Em outubro de 2013, o
senador Antônio Carlos Valadares (PSB-SE) também teve um contratempo com
a Voetur, em viagem para visitar obras da Copa em Natal, com o roteiro
Brasília-Natal-Aracaju. Como teve de remarcar o trecho Natal-Aracaju, o
bilhete original emitido pela Voetur foi de R$ 1.167,43 para R$
3.240.56:
— A agência respondeu que não ia baixar o preço! Paguei do meu bolso o mais barato, pedi ressarcimento, e depois mandei ofício ao Renan reclamando.

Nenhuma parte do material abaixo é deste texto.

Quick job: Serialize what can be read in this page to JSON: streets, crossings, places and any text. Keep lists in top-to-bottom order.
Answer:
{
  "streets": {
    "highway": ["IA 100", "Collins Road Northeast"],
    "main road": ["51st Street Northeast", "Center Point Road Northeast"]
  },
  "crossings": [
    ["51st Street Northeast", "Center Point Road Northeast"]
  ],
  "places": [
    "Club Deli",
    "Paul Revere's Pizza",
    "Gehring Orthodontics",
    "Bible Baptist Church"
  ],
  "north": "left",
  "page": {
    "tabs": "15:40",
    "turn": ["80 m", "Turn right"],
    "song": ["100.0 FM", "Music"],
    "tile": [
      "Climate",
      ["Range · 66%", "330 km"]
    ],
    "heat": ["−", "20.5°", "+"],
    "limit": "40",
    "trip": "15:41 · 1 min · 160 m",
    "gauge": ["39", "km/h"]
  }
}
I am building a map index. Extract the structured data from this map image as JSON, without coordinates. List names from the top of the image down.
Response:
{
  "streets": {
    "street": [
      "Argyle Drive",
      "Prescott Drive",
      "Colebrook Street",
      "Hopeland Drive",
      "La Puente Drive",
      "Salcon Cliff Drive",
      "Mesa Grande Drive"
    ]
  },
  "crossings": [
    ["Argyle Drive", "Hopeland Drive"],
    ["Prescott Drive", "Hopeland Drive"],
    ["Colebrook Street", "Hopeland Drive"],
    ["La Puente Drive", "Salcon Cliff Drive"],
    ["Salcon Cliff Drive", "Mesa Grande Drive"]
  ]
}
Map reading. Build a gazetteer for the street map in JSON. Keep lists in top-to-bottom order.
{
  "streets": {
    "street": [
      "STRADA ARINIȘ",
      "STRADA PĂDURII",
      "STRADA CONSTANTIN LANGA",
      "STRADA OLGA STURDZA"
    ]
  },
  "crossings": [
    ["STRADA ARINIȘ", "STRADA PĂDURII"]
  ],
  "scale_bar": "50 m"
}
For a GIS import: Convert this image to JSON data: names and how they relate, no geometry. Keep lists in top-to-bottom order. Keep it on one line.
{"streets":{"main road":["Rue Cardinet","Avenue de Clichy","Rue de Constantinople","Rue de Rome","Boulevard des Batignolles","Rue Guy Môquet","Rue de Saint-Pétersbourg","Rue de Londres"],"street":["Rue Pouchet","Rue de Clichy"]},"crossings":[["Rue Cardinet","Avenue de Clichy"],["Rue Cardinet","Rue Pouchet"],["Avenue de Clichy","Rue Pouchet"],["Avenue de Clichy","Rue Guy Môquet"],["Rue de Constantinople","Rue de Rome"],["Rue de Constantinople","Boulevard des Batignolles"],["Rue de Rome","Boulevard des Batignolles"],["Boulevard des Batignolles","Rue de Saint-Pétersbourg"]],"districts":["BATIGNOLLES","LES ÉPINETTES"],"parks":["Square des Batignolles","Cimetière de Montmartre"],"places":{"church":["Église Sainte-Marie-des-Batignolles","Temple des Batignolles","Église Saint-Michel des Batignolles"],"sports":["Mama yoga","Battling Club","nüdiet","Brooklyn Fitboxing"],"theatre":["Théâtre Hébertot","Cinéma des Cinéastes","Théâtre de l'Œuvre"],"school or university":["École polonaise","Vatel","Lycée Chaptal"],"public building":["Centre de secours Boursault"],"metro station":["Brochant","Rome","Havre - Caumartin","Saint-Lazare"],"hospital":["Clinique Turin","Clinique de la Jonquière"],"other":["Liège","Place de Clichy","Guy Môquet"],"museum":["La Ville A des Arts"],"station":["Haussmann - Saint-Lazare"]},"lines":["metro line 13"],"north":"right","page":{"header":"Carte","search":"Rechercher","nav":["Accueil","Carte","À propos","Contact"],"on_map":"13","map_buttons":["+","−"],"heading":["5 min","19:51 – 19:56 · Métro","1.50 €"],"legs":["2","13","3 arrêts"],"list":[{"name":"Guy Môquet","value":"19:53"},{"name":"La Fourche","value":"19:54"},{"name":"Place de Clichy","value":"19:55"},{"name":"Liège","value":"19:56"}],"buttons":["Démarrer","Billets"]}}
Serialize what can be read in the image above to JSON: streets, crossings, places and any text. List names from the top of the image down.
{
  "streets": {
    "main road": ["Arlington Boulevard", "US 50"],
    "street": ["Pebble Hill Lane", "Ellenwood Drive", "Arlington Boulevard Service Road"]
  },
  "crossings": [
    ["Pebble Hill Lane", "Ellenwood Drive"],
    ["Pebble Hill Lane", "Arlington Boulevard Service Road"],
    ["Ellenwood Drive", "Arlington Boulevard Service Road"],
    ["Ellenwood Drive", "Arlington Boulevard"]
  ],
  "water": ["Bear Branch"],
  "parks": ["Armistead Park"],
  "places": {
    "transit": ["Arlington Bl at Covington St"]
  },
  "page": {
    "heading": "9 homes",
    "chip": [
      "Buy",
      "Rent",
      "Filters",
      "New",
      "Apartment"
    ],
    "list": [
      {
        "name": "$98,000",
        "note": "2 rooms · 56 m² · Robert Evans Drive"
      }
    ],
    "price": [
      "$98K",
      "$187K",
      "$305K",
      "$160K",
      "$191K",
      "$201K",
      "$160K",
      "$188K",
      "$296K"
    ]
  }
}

Agência recebeu R$ 1,5 milhão por contrato sem licitação
Escolhida
em agosto de 2013 em um processo de contratação emergencial, sem
licitação, por 180 dias, a Voetur Turismo e Representações recebeu do
Senado R$ 1.575.137. Pelo contrato, deveria fornecer mil passagens
nacionais, 130 passagens internacionais e 130 seguros. O departamento
jurídico da agência informou que ela foi selecionada por apresentar o
menor preço, R$ 19,95, a título de taxa de agenciamento de viagem, sendo
esta a sua única e exclusiva remuneração. O contrato, que se encerra no
próximo dia 14 de fevereiro, não será renovado, porque há uma licitação
em curso.
Segundo a assessoria da agência, a Voetur nunca apresenta o maior preço, já que o contrato exige cotação simultânea de três companhias aéreas
para o trecho consultado, indicando a de menor preço. E seria assim que
a agência procederia. Mas diz que tais valores podem sofrer alterações,
com aumentos ou reduções significativos, a depender do momento da
contratação. Diz ainda que os valores são fiscalizados e aprovados pela
Coordenação de Apoio Parlamentar (Coapar) do Senado.
Empresa contesta senador
A
direção da Voetur contestou as informações prestadas pelo senador
Antonio Carlos Valadares, que constam de ofício encaminhado ao
presidente do Senado, Renan Calheiros. Em nota, a assessoria jurídica da
empresa diz que “não é verdadeira a informação de que a Voetur se
recusou a emitir o referido bilhete”.
“No que tange ao senador
Antonio Carlos Valadares, cumpre esclarecer que de fato havia sido
emitido um bilhete no valor de R$ 1.100. Porém, o senador, na última
hora, decidiu alterar o horário do voo e, para o horário que ele
desejava, já não havia nenhuma tarifa no valor de R$ 1.100. E tal fato
foi comprovado através do print da tela da companhia aérea encaminhada
ao gabinete. Ocorre que o senador entrou em contato direto com o diretor
da companhia aérea Azul, senhor Martins, e conseguiu, a título de
cortesia, uma tarifa no valor de R$ 1.700”, diz a nota da empresa.
Já
no caso do senador Walter Pinheiro, a Voetur diz que a solicitação
encaminhada pelo gabinete foi para emissão de bilhete na classe
executiva. E que a coordenação do Senado encarregada avalizou os preços
apresentados. “A Voetur apresentou à Coapar três cotações, e ela nos
encaminhou a autorização para a emissão do bilhete no valor de R$
20.719,81. Contudo, o senador, sem fazer nenhum contato com a Coapar e
nem com a Voetur, decidiu não utilizar o referido bilhete e por conta
própria emitiu outro bilhete na classe econômica, que ele alega ter custado o valor de R$ 4.000”.
A
direção da Voetur também sustenta que os preços aumentam porque, na
maioria das vezes, as solicitações de passagens são requeridas sem
nenhuma antecedência, o que gera custo maior. “Aproveitamos para fazer
um apelo ao Senado Federal para que atue no combate às práticas
inidôneas de algumas agências de turismo, que estão ofertando ao governo
taxa de agenciamento zero, de forma a induzir a erro com a falsa
impressão de que a aplicação da taxa zero gera um benefício financeiro,
quando, na verdade, ocorre o que o TCU constatou (em acórdão), que as
agências ‘podem estar valendo-se de práticas suspeitas durante a
execução contratual para cobrirem os valores ofertados na licitação’”,
diz a nota da Voetur.
A Mesa Diretora do Senado foi procurada, mas não respondeu até a noite de sexta-feira.